Saat ini Lusi hanya akan menata hatinya dari awal kembali, selama ingatannya tentang Ardian belum kembali, Lusi tidak bisa merasakan rasa cinta itu muncul dalam hatinya. Lusi akan menganggap hubungannya bersama dengan Ardian, untuk mempertahankan keutuhan keluarga kecilnya, demi kedua anak-anaknya.
Semua yang terjadi secara bersamaan dalam minggu ini, muncul secara tiba-tiba. Berat dan rumit yang Lusi alami, tetapi dia harus tetap menjalaninya dengan seiring berjalannya waktu.
Sore ini Lusi dan Bryan sepakat untuk bertemu, Lusi berencana untuk membicarakan kelanjutan tentang hubungan mereka. Di sebuah cafe dengan nuansa yang nyaman, Lusi sengaja memilih sebuah cafe agar pembicaraan mereka tidaklah terlalu tegang.
Nampak Bryan lebih dulu datang dan menunggu di dalam cafe, Bryan menyambut kedatangan Lusi sang pujaan hati dengan senyum yang bahagia.
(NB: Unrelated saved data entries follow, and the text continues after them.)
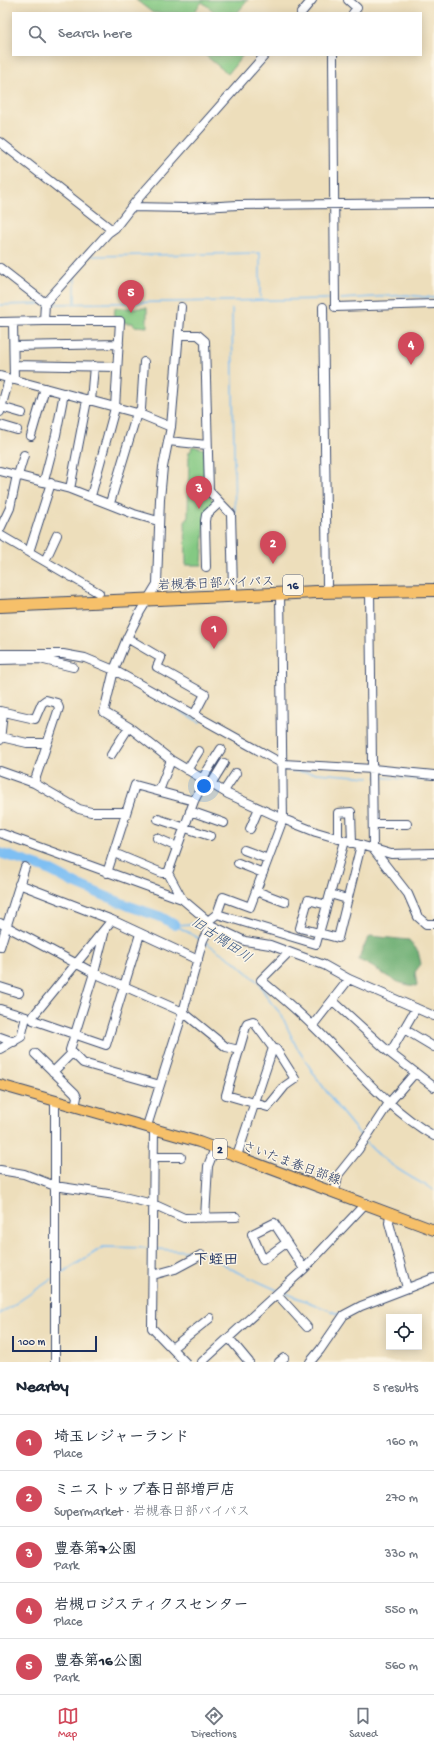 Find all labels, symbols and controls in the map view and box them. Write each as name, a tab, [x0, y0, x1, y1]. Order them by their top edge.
search box	[12, 12, 422, 56]
icon: search	[26, 23, 48, 45]
text: Search here	[58, 25, 132, 43]
pin: 5	[118, 280, 144, 313]
pin: 4	[398, 332, 424, 365]
pin: 3	[186, 476, 212, 509]
pin: 2	[260, 531, 286, 564]
street label: 岩槻春日部バイパス	[157, 574, 275, 594]
road number: 16	[283, 575, 303, 595]
pin: 1	[201, 616, 227, 649]
your location	[194, 776, 214, 796]
water label: 旧古隅田川	[187, 914, 255, 968]
road number: 2	[213, 1139, 227, 1159]
street label: さいたま春日部線	[240, 1139, 344, 1189]
district label: 下蛭田	[193, 1252, 239, 1270]
map controls	[386, 1314, 422, 1350]
button: locate	[386, 1314, 422, 1350]
scale bar	[12, 1334, 97, 1353]
text: 100 m	[18, 1337, 45, 1349]
text: Nearby	[16, 1378, 69, 1398]
text: 5 results	[373, 1381, 418, 1396]
text: 埼玉レジャーランド	[54, 1429, 189, 1447]
text: 1	[26, 1435, 32, 1450]
text: 160 m	[386, 1435, 418, 1450]
text: Place	[54, 1447, 82, 1462]
text: ミニストップ春日部増戸店	[54, 1482, 236, 1500]
text: 2	[26, 1491, 32, 1506]
text: 270 m	[385, 1491, 418, 1506]
text: Supermarket · 岩槻春日部バイパス	[54, 1505, 250, 1520]
text: 豊春第7公園	[54, 1541, 137, 1559]
text: 3	[26, 1547, 32, 1562]
text: 330 m	[385, 1547, 418, 1562]
text: Park	[54, 1559, 79, 1574]
text: 岩槻ロジスティクスセンター	[54, 1597, 248, 1615]
text: 4	[26, 1603, 32, 1618]
text: 550 m	[385, 1603, 418, 1618]
text: Place	[54, 1615, 82, 1630]
text: 豊春第16公園	[54, 1653, 143, 1671]
text: 5	[26, 1659, 32, 1674]
text: 560 m	[385, 1659, 418, 1674]
text: Park	[54, 1671, 79, 1686]
tab: Map	[57, 1705, 79, 1741]
tab: Directions	[192, 1705, 236, 1741]
tab: Saved	[349, 1705, 377, 1741]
Rasa rindu yang teramat dalam bisa terlihat dari pancaran mata Bryan. Lusi tahu itu, dalam hatinya semakin merasa bersalah bila hari ini pembicaraan mereka akan membuat luka dan kecewa Bryan, pria tampan yag selalu baik dan bisa menerima Lusi apapun keadaan Lusi selama ini, pria tampan yang selalu tulus ada di sisinya.
"hai sayang…apa kabar?" sapa Bryan dengan segera memeluk tubuh Lusi sekilas lalu kecupan pada pipi Lusi.
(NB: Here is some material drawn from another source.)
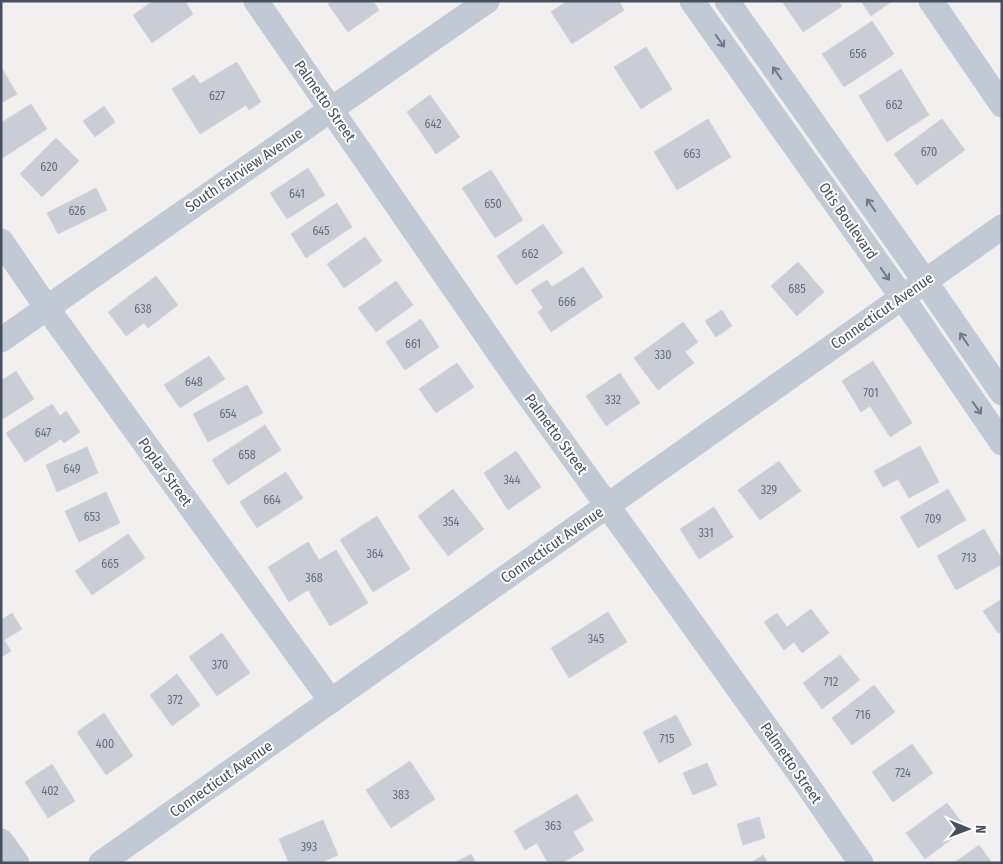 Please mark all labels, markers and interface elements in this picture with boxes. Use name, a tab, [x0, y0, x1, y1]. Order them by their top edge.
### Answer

Lusi sedikit merasa kaku karena mereka ada di depan umum, tetapi dengan segera Lusi bersikap santai, dengan senyum tipis menanggapi sapaan Bryan padanya.
"baik." balas Lusi sembari duduk pada kursi yang sudah di tarik oleh Bryan, dan membantu untuk mempermudah Lusi duduk.
Bryan duduk tepat di hadapannya, tatapan mata lembut penuh cinta Bryan pada Lusi, semakin membuat hati Lusi berat dan merasa bersalah bila harus memberikan keputusan yang akan membuat Bryan kecewa padanya.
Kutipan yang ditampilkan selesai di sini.